Acute lymphocytic leukemia (ALL) is a fast-growing cancer of the white blood cells. Lymphocytes are a type of white blood cell that the body uses to fight infections. In ALL, the bone marrow makes lots of unformed cells called blasts that normally would develop into lymphocytes. However, the blasts are abnormal. They do not develop and cannot fight infections. The number of abnormal cells (or leukemia cells) grows quickly. They crowd out the normal red blood cells, white blood cells and platelets the body needs.

Causes and Risk Factors

There are some factors that are known to increase a person’s risk of developing ALL, including previous treatment with chemotherapy or radiation therapy, exposure to large amounts of radiation (such as an atomic bomb), or the presence of a genetic disorder (i.e. Down’s syndrome, Klinefelter’s syndrome). Research has identified viruses, such as Epstein-Barr, HTLV1, and HIV, as potential causes in some cases.

Symptoms of ALL

– Aches in arms, legs, back
– Black-and-blue marks for no apparent reason
– Enlarged lymph nodes
– Fever without obvious cause
– Headaches
– Pale-looking skin
– Pinhead-size red spots under the skin
– Prolonged bleeding from minor cuts
– Shortness of breath during physical activity
– Tiredness
– Vomiting.

Diagnosis of ALL

ALL is diagnosed when blood and bone marrow samples show a large number of abnormal lymphocyte blasts.

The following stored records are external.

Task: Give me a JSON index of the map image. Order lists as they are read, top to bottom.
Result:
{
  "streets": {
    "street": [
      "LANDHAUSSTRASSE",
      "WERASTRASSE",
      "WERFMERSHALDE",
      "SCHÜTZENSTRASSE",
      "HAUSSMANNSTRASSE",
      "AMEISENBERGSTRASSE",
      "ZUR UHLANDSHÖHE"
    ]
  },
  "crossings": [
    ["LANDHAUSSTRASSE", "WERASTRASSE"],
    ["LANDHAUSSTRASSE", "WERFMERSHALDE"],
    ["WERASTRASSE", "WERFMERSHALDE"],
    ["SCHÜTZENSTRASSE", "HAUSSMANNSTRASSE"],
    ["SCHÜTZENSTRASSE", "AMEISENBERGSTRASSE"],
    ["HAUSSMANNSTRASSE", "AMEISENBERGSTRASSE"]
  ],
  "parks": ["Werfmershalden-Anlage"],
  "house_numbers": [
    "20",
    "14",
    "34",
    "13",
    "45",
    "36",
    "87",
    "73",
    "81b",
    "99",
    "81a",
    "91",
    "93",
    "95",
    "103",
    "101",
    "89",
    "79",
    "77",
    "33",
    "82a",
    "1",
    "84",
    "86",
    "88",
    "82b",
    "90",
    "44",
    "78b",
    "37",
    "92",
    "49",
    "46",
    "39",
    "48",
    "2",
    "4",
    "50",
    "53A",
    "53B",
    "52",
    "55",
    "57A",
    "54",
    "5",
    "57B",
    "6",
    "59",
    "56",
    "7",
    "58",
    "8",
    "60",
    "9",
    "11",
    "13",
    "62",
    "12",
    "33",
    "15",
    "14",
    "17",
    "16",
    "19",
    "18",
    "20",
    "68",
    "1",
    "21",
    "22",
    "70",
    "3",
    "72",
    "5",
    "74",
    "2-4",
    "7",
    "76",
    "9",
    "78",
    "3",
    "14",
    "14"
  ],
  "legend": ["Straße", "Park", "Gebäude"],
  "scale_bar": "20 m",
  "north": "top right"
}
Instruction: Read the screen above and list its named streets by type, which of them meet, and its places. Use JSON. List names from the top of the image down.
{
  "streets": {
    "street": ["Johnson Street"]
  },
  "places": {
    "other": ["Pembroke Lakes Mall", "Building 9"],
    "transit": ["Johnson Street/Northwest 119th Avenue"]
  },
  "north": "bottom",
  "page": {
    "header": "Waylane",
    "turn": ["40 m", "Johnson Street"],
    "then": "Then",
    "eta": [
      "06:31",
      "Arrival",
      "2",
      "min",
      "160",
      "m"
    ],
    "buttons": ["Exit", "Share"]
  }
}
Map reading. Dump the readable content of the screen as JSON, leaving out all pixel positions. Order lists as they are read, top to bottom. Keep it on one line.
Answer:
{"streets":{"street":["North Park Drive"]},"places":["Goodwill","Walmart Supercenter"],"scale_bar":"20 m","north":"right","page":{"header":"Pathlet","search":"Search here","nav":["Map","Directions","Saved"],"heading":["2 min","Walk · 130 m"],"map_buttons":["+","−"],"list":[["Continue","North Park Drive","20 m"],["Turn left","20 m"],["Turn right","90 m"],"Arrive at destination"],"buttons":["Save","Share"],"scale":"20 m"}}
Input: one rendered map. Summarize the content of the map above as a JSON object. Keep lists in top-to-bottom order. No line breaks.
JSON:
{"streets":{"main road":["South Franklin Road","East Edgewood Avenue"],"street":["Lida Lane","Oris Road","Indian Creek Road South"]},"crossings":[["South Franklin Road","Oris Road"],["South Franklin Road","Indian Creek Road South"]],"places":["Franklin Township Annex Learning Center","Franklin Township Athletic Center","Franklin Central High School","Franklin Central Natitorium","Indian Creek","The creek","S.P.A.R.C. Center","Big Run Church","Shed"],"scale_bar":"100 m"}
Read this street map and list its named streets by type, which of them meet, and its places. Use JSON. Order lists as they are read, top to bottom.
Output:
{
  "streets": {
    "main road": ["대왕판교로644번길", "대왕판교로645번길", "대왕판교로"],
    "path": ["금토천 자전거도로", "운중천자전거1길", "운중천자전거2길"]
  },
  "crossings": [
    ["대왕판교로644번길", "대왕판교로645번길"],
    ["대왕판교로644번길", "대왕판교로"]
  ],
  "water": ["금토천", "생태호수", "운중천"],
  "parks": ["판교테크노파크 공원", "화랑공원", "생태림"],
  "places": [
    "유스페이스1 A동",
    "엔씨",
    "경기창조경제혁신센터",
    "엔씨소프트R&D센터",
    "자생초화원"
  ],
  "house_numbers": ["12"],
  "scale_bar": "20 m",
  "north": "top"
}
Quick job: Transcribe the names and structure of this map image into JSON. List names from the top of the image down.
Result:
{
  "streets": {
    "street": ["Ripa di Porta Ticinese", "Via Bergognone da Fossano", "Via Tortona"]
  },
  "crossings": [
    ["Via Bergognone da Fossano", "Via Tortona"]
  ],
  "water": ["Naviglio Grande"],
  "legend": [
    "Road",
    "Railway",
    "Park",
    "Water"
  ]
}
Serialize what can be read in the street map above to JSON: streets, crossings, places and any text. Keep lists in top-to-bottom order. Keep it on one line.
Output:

To find out the type of ALL and how well it might respond to treatment, doctors test samples taken from the blood and bone marrow to learn:
– The size and number of leukemia cells.
– The type of lymphocyte affected — the leukemia cells can begin from one of two types of lymphocytes, B cells or T cells.
– What changes appear in the chromosomes of the leukemia cells. This is called cytogenetics.
Doctors also use a test called a lumbar puncture (or spinal tap) to find out whether there are leukemia cells in the fluid around the brain and spinal cord.